WHAT IS BEING ASKED ▸ Collect each line of the records containing the string "labels".

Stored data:
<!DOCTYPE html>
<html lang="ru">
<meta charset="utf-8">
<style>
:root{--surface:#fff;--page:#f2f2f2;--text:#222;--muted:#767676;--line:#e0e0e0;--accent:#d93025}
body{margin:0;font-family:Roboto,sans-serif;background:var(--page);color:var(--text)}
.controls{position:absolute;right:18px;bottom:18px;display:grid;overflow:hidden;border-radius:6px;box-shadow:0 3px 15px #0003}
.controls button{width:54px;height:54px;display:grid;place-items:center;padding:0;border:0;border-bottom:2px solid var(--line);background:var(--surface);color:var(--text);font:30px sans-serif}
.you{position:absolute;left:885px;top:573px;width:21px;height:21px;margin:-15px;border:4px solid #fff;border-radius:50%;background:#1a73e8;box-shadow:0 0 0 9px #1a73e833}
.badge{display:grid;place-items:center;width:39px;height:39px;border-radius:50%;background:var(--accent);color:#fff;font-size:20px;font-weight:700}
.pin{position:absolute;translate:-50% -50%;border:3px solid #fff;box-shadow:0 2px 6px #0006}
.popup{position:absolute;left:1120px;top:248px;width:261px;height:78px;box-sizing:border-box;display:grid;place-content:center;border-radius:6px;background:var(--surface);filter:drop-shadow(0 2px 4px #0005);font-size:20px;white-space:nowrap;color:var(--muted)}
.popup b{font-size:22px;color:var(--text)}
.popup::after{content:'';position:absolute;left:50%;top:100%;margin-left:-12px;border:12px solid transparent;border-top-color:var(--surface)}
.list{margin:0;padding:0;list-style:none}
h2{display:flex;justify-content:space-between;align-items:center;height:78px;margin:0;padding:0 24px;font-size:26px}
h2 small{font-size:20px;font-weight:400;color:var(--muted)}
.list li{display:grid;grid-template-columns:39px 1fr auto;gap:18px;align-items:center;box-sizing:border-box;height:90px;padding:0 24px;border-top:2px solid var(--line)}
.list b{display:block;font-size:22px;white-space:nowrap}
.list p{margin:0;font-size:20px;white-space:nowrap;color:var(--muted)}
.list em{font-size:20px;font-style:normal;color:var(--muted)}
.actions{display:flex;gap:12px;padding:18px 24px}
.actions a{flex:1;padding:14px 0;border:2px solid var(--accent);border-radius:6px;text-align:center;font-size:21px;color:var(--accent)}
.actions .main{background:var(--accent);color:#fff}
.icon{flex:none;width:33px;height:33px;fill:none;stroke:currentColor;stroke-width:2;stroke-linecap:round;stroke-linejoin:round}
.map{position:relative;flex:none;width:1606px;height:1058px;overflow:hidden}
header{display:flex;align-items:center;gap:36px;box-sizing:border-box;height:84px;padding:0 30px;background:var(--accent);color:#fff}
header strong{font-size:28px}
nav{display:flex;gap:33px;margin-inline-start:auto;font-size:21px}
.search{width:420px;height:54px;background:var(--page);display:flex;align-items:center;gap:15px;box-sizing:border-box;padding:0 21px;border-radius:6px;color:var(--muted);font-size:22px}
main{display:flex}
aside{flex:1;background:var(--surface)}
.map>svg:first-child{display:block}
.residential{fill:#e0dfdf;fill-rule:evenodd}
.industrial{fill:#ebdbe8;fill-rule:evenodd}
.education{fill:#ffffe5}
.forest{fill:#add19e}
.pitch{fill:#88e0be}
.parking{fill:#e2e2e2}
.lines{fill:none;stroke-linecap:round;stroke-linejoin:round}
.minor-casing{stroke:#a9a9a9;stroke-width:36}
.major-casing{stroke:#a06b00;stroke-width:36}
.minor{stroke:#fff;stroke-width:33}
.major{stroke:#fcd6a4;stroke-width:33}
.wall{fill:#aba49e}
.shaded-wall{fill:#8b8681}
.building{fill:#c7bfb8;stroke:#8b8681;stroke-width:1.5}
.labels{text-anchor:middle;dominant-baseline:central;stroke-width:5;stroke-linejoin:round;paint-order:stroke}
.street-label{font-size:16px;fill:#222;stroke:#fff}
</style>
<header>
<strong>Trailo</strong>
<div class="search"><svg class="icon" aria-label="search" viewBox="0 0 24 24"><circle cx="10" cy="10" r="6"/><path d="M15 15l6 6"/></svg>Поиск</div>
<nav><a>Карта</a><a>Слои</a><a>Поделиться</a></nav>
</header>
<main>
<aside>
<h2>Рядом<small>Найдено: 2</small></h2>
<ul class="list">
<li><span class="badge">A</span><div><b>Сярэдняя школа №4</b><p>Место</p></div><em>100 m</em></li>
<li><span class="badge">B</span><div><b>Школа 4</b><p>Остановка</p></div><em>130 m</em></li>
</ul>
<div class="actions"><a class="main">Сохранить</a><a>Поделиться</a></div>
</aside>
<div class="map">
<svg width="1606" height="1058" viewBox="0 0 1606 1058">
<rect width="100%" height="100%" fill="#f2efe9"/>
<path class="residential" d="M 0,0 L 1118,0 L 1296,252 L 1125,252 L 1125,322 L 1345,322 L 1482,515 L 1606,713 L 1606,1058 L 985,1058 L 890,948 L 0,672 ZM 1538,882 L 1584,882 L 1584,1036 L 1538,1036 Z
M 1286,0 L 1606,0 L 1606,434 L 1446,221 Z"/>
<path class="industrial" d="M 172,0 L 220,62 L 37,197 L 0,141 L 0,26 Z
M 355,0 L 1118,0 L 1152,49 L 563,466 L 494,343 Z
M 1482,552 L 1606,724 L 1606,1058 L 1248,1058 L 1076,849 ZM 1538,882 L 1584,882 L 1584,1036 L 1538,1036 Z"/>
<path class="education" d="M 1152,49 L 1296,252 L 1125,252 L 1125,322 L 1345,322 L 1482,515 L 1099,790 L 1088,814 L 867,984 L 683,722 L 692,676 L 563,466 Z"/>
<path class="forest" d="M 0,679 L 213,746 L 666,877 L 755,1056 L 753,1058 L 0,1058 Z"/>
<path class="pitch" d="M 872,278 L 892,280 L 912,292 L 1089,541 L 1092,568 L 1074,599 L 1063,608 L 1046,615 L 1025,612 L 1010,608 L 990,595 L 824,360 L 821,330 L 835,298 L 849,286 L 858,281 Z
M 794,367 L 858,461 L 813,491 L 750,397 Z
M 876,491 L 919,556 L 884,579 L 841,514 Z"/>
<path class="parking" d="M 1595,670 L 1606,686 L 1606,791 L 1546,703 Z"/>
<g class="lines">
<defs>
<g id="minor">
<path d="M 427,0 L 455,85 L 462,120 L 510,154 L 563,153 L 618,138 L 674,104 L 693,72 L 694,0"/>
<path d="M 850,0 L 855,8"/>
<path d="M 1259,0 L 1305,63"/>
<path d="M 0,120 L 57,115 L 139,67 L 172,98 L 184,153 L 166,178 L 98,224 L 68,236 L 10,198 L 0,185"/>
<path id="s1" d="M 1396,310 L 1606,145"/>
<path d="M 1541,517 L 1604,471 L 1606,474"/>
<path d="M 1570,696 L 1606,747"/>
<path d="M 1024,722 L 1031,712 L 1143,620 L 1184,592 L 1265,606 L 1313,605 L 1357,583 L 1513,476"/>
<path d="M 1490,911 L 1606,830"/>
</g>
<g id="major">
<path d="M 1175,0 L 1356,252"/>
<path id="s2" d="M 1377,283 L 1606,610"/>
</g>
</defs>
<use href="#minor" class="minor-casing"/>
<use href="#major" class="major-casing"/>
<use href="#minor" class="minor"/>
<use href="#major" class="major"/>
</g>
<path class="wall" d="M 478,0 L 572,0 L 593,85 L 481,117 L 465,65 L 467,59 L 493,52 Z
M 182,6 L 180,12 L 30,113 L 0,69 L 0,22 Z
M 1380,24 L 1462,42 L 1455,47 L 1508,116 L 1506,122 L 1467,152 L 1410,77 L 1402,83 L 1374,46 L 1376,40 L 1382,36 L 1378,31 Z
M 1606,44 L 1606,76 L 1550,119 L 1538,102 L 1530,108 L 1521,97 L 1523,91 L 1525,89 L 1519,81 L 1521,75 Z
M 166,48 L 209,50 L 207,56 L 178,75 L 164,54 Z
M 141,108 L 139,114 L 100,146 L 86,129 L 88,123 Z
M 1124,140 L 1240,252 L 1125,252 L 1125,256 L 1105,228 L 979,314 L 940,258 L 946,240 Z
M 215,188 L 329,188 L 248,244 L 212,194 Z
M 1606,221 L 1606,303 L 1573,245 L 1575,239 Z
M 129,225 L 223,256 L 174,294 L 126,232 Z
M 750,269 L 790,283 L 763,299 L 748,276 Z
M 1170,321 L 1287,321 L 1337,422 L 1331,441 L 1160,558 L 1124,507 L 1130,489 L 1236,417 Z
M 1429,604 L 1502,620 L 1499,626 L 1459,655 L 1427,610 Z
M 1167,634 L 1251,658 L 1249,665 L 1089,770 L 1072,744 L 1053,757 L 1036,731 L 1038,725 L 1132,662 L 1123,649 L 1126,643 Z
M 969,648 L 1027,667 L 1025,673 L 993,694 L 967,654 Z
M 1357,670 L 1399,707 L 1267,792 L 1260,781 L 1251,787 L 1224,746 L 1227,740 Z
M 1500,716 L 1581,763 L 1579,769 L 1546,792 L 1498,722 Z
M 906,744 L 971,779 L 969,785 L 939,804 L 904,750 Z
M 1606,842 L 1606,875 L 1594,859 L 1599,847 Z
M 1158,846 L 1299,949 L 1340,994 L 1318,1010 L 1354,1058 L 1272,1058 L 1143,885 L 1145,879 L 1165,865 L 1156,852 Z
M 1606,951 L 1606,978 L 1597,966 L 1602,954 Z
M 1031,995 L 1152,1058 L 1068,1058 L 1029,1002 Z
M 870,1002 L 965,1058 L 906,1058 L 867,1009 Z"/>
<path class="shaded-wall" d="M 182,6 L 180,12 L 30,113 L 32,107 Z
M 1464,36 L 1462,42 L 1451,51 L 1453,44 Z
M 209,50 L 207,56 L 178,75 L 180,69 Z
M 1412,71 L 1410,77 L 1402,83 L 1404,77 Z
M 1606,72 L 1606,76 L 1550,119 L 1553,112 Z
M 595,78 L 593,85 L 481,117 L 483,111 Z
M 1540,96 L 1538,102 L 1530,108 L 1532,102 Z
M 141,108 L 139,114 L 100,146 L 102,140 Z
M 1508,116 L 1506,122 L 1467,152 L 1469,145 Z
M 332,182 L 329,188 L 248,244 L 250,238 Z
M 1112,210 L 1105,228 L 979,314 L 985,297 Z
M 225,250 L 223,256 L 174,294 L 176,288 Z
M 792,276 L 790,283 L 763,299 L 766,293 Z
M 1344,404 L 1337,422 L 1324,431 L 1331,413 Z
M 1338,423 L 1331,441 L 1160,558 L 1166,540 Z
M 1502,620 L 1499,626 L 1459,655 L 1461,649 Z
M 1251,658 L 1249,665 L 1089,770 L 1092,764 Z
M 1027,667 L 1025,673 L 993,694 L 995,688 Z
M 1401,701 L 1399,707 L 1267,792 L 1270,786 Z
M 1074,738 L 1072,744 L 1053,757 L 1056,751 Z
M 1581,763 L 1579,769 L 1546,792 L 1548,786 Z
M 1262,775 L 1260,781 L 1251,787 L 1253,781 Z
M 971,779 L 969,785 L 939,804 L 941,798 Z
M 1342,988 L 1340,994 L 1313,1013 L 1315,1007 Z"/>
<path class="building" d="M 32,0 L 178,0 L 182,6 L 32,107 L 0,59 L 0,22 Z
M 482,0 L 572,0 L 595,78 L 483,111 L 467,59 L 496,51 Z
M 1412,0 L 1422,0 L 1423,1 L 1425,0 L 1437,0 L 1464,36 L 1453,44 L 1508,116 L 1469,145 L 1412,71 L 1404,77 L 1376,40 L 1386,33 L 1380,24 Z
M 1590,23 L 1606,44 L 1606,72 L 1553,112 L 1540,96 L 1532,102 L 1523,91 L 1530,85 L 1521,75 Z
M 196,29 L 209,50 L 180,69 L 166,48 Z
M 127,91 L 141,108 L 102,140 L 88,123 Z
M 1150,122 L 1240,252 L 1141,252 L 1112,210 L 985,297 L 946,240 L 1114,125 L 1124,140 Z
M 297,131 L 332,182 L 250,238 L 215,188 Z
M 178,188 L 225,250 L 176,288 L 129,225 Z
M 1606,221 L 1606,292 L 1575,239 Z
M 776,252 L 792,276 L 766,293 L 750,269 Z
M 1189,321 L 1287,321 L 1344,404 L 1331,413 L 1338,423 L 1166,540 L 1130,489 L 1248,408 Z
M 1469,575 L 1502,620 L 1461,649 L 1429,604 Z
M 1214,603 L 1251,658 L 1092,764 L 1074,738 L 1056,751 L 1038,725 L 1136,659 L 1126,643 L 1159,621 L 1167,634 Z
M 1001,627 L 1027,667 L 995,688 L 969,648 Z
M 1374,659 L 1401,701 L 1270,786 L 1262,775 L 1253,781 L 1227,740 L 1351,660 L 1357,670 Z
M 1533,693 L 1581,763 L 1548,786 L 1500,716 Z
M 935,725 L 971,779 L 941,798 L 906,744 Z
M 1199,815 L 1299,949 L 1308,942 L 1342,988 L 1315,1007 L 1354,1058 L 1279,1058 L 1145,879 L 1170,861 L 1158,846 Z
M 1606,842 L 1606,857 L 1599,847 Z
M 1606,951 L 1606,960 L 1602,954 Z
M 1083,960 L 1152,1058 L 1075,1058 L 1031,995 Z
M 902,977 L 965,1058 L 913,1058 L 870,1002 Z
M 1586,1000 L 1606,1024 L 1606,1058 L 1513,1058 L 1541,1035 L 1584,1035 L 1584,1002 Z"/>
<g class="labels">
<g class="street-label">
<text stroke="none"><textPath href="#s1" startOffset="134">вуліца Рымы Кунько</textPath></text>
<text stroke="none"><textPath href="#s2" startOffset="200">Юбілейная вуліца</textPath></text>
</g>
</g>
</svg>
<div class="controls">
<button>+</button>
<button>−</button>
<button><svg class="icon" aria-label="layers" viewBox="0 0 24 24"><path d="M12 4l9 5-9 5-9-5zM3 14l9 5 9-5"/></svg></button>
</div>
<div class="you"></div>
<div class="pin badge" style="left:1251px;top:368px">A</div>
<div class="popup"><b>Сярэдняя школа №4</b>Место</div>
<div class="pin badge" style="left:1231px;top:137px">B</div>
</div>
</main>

ANSWER TO THIS TASK ▸
.labels{text-anchor:middle;dominant-baseline:central;stroke-width:5;stroke-linejoin:round;paint-order:stroke}
<g class="labels">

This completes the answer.